In my two previous post on non-standard evaluation, Scoping rules and NSE and Overscoping and eval, I explained:

I finished the last post with a model-fitting example, where the lm function fits data to a formulae, by saying that this particular example had more going on than you might expect. When we write something like

lm(y ~ x, data = df)

it looks as if the lm function uses over-scoping to search for x and y in the df data frame first, and if that fails, it looks ine the calling scope. This is something we might implement using eval and parent.frame (or the more aptly named rlang::caller_env). This is, in fact, not what is happening. It almost is, yes, but not quite. The lm function does use overscoping to put df in front of environments, but it does not look in the calling environment; it looks in the formulas environment.1

x <- rnorm(5); y <- rnorm(5)
lm(y ~ x)
## 
## Call:
## lm(formula = y ~ x)
## 
## Coefficients:
## (Intercept)            x  
##     -1.1625      -0.5801

We will use this function to contrast an environment from a closure with one we create at the global scope:

closure_formula <- function() {
    x <- rnorm(5); y <- rnorm(5)
    y ~ x
}

The graph of environments looks like this:

Functions and formulae have associated environments. They do not have their own environments the way that function calls have, like the one that exists when we call lm(y ~ x), they are just references to other environments. The environment associated with a function is the one that will be the parent of the environment in a function call. It will be the one the function is defined in (unless you change it, which you can). The environment associated with a formula is also the one where the formula is created (unless you change it), but it is just used to find variables that are not over-scoped.

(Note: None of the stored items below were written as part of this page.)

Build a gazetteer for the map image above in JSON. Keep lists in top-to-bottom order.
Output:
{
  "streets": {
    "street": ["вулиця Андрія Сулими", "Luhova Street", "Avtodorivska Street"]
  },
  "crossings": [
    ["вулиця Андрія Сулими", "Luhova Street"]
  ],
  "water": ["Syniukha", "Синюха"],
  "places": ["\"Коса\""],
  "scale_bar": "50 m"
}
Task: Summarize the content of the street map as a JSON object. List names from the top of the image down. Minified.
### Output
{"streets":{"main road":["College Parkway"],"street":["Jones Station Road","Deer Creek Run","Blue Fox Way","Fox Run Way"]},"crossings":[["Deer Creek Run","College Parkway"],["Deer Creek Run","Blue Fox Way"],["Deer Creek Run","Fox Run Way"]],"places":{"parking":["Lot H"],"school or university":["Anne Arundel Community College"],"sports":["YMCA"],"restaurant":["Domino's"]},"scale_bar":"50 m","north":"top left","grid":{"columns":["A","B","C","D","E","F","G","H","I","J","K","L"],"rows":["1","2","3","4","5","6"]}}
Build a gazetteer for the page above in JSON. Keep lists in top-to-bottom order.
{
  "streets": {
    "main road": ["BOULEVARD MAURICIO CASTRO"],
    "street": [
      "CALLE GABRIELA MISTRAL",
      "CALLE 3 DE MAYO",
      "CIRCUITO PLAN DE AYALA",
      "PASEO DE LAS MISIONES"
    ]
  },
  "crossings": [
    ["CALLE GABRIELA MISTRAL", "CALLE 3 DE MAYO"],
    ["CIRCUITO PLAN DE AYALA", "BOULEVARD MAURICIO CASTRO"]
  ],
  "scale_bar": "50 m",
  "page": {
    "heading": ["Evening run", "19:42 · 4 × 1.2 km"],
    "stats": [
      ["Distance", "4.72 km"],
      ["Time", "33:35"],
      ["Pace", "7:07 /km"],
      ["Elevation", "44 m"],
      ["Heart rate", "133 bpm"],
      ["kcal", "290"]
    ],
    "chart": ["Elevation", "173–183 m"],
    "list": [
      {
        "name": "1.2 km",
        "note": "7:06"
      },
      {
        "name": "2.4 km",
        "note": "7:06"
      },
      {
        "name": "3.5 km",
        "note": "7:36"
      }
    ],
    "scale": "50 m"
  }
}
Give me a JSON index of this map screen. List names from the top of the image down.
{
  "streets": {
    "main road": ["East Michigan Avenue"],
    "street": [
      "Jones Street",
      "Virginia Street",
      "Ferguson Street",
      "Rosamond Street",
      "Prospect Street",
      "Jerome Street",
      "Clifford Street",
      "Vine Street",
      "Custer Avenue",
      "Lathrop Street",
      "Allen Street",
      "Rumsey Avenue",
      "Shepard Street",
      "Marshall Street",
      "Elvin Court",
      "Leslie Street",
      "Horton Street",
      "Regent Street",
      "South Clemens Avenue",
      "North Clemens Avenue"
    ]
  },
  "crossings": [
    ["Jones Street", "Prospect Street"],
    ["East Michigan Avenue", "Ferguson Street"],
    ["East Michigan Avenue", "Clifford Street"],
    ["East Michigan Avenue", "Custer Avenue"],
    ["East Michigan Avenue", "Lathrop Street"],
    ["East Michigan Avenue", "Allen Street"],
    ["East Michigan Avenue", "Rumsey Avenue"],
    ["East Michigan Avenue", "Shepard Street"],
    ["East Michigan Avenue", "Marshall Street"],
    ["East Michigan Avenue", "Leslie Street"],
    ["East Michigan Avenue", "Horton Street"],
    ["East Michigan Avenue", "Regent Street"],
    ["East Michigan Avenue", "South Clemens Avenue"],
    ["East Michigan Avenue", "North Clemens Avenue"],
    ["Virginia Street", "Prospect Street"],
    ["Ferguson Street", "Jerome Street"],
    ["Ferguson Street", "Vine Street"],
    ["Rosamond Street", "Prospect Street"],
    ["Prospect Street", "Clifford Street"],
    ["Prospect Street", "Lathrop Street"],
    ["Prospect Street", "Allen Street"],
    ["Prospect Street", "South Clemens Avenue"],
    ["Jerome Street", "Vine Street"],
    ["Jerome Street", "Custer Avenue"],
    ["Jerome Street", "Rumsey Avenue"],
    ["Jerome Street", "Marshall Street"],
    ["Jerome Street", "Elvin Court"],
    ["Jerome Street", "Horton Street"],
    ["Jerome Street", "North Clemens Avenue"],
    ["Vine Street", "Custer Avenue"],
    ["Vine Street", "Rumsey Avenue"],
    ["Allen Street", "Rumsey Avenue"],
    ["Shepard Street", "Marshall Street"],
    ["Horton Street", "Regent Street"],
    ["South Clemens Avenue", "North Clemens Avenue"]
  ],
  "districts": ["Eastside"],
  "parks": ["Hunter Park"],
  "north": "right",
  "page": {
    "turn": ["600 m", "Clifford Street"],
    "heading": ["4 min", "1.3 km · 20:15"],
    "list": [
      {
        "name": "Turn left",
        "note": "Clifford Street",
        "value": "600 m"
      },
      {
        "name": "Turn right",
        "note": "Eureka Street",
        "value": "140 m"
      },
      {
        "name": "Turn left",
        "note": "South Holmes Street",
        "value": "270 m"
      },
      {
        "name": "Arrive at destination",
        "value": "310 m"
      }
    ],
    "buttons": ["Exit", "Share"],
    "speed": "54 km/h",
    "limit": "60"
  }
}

When we call lm(y ~ x) we create the formula y ~ x. Its environment is the global environment. When we call lm it puts the formula in its argument, formula, and then it fits a linear model to this formula, based on variables in formula’s environment. Not its own and not its caller’s environment. Well, it is its caller’s environment since it is called from the global environment, but that is a coinsidence. It doesn’t use the caller’s enviroment to look up variables.

The formula does not store the variables it contains. If we changed x or y between creating the formula and fitting the model, we would use the new values of the variables. We only use the formula environment to get a starting point for the search for variables.

Now, contrast it with this:

f <- closure_formula()
lm(f)
## 
## Call:
## lm(formula = f)
## 
## Coefficients:
## (Intercept)            x  
##      0.4077      -0.5779

The graph for this call looks like this, and I apologize that it si very busy. But there really is all this going on (and I haven’t even included edges for caller environments).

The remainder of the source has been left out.